Councilmembers also adopted a final mitigated negative declaration, following a required environmental review that concluded there would be no significant environmental impact.
The new 53-foot-tall, 64,000-square-foot police headquarters is slated to be built on Cota Street, where a commuter parking lot is now situated.
The site is at Cota and Santa Barbara streets. The new station’s address will be 601 Santa Barbara St., and the facility will replace the current station at 215 E. Figueroa St.
The new station’s adjacent parking structure will accommodate 236 parking spaces, with 128 spaces for Police Department fleet vehicles and 108 spaces for employee vehicles.
“I’m very proud to be here,” architect Brian Cearnal told the council Tuesday before the vote. “We’ve been working on it for four years and are looking forward to the next step.”
Mr. Cearnal called it “good news” that the new station will be located downtown. “It makes eminent sense.”
One of the most important elements of the new station is that it will give police department staff a place to park, which they don’t have today at the current station, he said.
The new station will unify dispatch with staff and officers going out on patrol. There will be a practice firing range in the basement, a second-floor meeting room that can be used by multiple city agencies and the public, a single unisex locker room for all officers and employees to use, a fitness facility with outdoor deck and a lounge for police officers complete with outdoor dining space.
Investigations and a crime lab will be on the third floor, as will the police chief’s office.
The station will face the mountains providing “fantastic light in working spaces for office staff,” he said.
The parking structure, he said, would be integrated with the station so it would not feel imposing. “It won’t look like a parking structure.”
Councilmembers were unanimous in praising the project.
“It’s pretty gratifying after all this time,” Councilmember Kristen Sneddon said. “This is a very positive move forward. I’m grateful how many times you paused to address community input.”
Councilmember Meagan Harmon agreed. “It really is remarkable. I’m happy to be here and to be moving this forward.”
She noted that now is the time to consider what to do with the current station once the new one is built. “We should include what that will become as part of the conversation,” she said, suggesting it might be “very well-suited” for affordable housing.
Councilmember Mike Jordan congratulated “the entire team” for working on the project. “Some are going to say the men and women on the force deserve this building, but everyone of our employees deserve to work in a safe and modern building.”
“We’ve waited four long years,” added Councilmember Eric Friedman. “This is one of the most important ways we have as a city to recruit and retain a police force. We want all of our staff to be able to live within the city. When that can’t happen, we have to have a great work environment.”

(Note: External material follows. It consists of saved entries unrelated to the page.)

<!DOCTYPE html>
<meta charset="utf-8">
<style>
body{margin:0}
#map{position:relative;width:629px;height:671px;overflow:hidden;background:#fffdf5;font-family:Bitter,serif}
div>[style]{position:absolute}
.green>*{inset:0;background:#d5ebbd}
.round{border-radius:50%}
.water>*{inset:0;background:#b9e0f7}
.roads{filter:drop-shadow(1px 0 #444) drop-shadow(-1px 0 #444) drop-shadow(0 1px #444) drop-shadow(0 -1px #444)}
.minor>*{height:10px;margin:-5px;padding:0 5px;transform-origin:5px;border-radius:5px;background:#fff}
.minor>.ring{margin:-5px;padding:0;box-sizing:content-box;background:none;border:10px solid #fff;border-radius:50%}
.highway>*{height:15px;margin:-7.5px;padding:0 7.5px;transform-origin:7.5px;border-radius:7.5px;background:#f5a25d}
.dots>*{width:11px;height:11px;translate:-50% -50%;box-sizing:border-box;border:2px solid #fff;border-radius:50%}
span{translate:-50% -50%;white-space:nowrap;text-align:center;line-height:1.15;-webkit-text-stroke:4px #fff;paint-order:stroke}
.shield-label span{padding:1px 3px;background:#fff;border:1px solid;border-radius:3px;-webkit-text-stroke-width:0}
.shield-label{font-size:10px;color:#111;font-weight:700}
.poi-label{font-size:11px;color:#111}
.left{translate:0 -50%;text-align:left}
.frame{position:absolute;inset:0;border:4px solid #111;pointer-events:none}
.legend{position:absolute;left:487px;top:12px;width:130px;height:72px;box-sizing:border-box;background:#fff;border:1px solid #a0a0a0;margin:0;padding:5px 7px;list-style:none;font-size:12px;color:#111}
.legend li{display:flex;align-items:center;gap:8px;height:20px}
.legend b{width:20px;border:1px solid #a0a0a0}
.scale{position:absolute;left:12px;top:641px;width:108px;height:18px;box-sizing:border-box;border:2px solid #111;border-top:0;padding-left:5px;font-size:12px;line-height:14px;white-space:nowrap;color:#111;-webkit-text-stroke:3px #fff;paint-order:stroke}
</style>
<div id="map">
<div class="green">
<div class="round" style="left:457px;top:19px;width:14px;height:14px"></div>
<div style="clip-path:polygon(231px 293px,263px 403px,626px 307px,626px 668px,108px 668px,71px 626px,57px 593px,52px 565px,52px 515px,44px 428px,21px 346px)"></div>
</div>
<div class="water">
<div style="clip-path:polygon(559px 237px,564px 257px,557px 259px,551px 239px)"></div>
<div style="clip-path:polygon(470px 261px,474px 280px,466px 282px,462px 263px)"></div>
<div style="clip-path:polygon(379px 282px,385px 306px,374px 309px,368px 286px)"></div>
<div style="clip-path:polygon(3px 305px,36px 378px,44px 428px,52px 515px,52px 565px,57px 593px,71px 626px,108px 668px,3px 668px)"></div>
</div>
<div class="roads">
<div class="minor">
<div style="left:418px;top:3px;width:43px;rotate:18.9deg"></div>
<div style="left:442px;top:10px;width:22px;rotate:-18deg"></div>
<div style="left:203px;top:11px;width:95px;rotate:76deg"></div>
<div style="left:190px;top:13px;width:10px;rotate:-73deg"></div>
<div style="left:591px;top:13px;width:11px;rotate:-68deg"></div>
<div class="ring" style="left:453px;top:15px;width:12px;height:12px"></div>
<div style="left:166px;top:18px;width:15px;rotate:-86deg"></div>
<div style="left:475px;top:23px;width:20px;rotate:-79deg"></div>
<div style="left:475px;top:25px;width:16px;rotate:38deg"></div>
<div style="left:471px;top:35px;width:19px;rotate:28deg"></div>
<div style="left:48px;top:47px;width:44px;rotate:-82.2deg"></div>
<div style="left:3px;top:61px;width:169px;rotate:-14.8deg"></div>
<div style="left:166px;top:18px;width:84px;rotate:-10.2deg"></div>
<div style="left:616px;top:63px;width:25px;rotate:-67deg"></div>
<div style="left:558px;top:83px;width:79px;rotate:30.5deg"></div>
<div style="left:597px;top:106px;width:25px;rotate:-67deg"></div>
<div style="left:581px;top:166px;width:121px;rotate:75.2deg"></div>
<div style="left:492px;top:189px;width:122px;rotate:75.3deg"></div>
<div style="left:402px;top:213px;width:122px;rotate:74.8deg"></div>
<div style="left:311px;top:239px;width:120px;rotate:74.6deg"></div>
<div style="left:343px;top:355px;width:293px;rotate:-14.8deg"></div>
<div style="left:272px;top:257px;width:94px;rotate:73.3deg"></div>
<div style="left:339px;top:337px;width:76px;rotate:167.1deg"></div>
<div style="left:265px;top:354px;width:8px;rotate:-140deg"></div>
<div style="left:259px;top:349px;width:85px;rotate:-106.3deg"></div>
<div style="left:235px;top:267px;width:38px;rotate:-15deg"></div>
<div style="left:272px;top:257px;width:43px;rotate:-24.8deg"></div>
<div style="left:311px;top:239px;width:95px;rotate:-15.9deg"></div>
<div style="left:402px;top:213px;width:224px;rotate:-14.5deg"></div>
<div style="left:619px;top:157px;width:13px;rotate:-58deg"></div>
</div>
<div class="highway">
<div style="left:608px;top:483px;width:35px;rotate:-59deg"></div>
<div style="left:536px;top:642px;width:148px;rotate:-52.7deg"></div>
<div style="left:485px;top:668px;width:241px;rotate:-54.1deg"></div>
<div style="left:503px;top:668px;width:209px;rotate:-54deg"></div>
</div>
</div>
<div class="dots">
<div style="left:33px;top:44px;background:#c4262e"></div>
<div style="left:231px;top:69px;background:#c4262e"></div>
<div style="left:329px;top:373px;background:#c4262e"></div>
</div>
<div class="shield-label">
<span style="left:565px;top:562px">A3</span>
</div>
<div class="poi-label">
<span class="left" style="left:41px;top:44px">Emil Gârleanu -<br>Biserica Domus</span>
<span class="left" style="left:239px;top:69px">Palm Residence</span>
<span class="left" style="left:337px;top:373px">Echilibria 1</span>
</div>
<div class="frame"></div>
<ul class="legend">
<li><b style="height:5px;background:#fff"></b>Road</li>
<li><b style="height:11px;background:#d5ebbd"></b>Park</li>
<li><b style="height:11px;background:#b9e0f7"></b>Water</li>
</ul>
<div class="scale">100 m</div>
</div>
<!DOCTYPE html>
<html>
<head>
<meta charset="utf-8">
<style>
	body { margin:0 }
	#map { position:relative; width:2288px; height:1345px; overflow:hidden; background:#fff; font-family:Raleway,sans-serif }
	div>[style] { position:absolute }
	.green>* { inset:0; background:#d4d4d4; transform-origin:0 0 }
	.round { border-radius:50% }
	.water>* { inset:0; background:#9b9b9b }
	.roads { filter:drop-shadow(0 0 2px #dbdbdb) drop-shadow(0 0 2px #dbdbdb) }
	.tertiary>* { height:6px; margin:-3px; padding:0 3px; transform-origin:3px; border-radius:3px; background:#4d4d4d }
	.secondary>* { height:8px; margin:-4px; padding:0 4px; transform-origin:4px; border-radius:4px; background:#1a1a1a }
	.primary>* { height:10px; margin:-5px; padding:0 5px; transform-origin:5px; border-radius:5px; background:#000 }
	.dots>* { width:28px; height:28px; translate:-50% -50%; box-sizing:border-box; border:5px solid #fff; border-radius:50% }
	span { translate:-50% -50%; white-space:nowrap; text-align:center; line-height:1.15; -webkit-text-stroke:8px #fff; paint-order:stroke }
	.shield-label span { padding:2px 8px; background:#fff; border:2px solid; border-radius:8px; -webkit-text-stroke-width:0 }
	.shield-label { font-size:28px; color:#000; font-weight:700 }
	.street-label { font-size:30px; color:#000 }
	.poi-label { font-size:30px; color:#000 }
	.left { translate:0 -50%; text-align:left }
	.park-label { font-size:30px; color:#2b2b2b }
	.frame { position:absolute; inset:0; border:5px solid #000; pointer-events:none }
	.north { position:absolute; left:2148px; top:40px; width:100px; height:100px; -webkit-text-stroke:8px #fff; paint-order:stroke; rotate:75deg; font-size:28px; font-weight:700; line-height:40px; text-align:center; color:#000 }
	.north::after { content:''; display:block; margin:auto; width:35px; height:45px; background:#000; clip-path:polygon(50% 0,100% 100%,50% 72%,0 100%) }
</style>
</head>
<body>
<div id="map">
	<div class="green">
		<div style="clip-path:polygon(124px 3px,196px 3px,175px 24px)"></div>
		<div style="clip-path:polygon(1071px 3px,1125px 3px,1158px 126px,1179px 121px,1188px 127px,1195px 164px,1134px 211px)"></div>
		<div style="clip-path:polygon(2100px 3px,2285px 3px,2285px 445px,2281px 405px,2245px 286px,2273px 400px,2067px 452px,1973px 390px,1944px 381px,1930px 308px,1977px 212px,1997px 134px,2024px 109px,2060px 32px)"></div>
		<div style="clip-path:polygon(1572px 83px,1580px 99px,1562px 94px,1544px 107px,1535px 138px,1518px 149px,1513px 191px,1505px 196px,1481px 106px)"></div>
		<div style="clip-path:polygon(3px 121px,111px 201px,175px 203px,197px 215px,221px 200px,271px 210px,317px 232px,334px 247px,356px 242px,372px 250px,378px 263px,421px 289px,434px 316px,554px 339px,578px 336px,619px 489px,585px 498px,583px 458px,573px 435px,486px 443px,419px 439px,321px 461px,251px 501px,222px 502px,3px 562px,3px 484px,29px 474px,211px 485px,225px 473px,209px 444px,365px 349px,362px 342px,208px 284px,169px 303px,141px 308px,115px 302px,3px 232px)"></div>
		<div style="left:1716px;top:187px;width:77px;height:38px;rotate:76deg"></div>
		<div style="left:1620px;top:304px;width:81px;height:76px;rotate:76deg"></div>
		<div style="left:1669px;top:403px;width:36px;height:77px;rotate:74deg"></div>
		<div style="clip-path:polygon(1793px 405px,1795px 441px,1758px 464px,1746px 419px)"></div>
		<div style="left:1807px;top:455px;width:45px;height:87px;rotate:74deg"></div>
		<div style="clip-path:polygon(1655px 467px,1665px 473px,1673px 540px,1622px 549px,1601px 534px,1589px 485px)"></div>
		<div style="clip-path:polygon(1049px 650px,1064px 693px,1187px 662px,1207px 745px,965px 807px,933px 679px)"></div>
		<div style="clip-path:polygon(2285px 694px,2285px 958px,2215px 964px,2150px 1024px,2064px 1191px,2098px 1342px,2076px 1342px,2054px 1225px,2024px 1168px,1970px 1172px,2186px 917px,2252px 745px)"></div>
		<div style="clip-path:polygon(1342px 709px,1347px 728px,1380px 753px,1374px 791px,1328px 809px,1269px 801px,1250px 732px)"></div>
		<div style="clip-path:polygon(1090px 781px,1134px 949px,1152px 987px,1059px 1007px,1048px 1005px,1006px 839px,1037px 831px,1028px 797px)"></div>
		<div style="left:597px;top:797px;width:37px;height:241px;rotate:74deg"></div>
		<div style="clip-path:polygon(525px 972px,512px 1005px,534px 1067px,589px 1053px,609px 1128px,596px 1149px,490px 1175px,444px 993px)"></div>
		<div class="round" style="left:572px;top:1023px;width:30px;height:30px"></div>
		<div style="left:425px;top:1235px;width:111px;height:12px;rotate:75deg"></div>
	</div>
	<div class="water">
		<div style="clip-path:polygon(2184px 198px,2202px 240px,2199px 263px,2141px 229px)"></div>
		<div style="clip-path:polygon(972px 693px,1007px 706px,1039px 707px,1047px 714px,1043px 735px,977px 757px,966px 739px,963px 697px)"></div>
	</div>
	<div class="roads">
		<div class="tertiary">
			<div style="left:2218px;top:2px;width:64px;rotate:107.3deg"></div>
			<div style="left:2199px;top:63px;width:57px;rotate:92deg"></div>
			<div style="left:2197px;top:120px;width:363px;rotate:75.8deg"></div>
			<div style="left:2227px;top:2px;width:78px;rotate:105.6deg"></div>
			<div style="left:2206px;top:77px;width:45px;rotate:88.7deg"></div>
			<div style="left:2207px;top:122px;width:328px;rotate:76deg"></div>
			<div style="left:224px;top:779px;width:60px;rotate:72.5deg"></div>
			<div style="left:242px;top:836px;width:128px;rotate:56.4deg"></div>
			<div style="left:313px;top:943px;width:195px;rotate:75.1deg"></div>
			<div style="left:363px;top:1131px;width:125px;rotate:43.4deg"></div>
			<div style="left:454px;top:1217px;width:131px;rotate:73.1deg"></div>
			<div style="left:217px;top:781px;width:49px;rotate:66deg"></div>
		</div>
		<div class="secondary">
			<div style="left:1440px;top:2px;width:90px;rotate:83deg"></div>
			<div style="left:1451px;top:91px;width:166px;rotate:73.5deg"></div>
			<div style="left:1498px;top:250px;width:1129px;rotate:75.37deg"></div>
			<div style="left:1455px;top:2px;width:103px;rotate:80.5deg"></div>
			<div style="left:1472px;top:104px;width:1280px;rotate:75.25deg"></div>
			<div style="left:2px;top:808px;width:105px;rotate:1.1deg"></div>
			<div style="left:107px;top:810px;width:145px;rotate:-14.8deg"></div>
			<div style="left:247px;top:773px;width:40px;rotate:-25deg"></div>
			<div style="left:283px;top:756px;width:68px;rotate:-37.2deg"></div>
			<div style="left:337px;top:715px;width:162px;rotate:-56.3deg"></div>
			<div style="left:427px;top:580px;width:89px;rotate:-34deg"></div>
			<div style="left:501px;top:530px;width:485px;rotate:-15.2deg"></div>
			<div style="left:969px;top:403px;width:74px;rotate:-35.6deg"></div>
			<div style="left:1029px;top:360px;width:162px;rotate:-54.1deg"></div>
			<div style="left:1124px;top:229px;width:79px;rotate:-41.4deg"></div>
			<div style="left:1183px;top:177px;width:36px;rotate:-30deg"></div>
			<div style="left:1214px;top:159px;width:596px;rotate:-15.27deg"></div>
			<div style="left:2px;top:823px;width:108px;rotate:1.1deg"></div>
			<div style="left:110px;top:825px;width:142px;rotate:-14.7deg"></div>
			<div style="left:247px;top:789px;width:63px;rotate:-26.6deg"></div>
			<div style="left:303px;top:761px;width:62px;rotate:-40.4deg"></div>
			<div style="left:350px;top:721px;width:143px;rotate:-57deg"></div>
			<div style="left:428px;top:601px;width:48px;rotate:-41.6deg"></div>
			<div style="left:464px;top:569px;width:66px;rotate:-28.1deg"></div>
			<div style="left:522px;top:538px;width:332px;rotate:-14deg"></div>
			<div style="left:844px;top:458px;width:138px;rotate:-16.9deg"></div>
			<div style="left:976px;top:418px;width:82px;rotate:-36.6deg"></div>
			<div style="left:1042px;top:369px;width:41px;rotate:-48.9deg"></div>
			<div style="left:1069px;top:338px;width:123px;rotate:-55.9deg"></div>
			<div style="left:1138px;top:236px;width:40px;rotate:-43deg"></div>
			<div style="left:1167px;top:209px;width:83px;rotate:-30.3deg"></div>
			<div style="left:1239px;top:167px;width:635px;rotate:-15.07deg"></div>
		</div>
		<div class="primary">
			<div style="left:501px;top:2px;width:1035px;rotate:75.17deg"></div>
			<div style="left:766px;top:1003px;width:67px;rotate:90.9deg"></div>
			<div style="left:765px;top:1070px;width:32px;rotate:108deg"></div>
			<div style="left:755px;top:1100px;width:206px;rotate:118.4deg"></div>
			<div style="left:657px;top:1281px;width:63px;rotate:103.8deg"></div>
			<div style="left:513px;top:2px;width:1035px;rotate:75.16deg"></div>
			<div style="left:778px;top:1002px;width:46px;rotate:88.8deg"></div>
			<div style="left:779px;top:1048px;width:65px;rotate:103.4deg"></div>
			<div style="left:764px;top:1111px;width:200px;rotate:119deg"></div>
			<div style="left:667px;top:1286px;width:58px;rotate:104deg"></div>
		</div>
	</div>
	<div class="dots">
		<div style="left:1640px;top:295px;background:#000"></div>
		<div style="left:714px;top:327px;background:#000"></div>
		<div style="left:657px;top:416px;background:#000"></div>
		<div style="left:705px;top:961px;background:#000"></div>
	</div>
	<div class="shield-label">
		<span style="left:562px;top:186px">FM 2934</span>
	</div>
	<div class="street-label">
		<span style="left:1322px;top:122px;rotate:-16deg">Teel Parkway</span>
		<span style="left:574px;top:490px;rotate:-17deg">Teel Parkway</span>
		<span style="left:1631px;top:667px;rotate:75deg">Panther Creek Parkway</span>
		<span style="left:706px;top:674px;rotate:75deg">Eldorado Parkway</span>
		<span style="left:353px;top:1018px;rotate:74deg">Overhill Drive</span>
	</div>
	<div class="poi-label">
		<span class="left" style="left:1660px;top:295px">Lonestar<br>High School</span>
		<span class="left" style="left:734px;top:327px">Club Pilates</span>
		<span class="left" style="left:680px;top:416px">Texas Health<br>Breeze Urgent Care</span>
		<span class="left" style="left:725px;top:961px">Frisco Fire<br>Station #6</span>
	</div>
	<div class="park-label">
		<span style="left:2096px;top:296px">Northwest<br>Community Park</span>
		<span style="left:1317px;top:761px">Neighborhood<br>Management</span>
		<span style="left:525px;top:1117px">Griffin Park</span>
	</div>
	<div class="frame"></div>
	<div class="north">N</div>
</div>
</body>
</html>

Noted Mayor Randy Rowse, “The community has waited a long time. It’s time to get going.”
In other business, the council voted unanimously to direct staff to negotiate a one-year extension of the current solid waste hauler franchise agreement with local company MarBorg Industries. If an agreement is not reached within eight months, the city retains the right to talk to other waste haulers.
Several speakers praised MarBorg for going far beyond its contract in dealing with the city, businesses, residents and nonprofits, calling them responsible and extremely responsive to customers’ needs.
“They’re more than a trash company. I don’t know what we’d do without them. They’re part of the community,” said Hillary Hauser, president and executive director of the nonprofit Heal the Ocean.
Earlier in the meeting, the council approved items on their consent calendar without discussion, including:
— Updating the Santa Barbara Airport Master Plan by authorizing the airport to execute a $919,000-plus contract with Mead and Hunt Inc. for master planning services.
— Ratifying a three-year pact negotiated between the city and the Santa Barbara City Firefighters’ Association calling for across-the-board salary increases of 1.5% effective July 30 and 3% as of July 30, 2023.
— Authorizing an agreement with Carbon Solutions Group EV for another 92 electric vehicle charging stations to be installed in the city on top of the 66 already in operation, with the potential of adding more up to a total of 258 stations.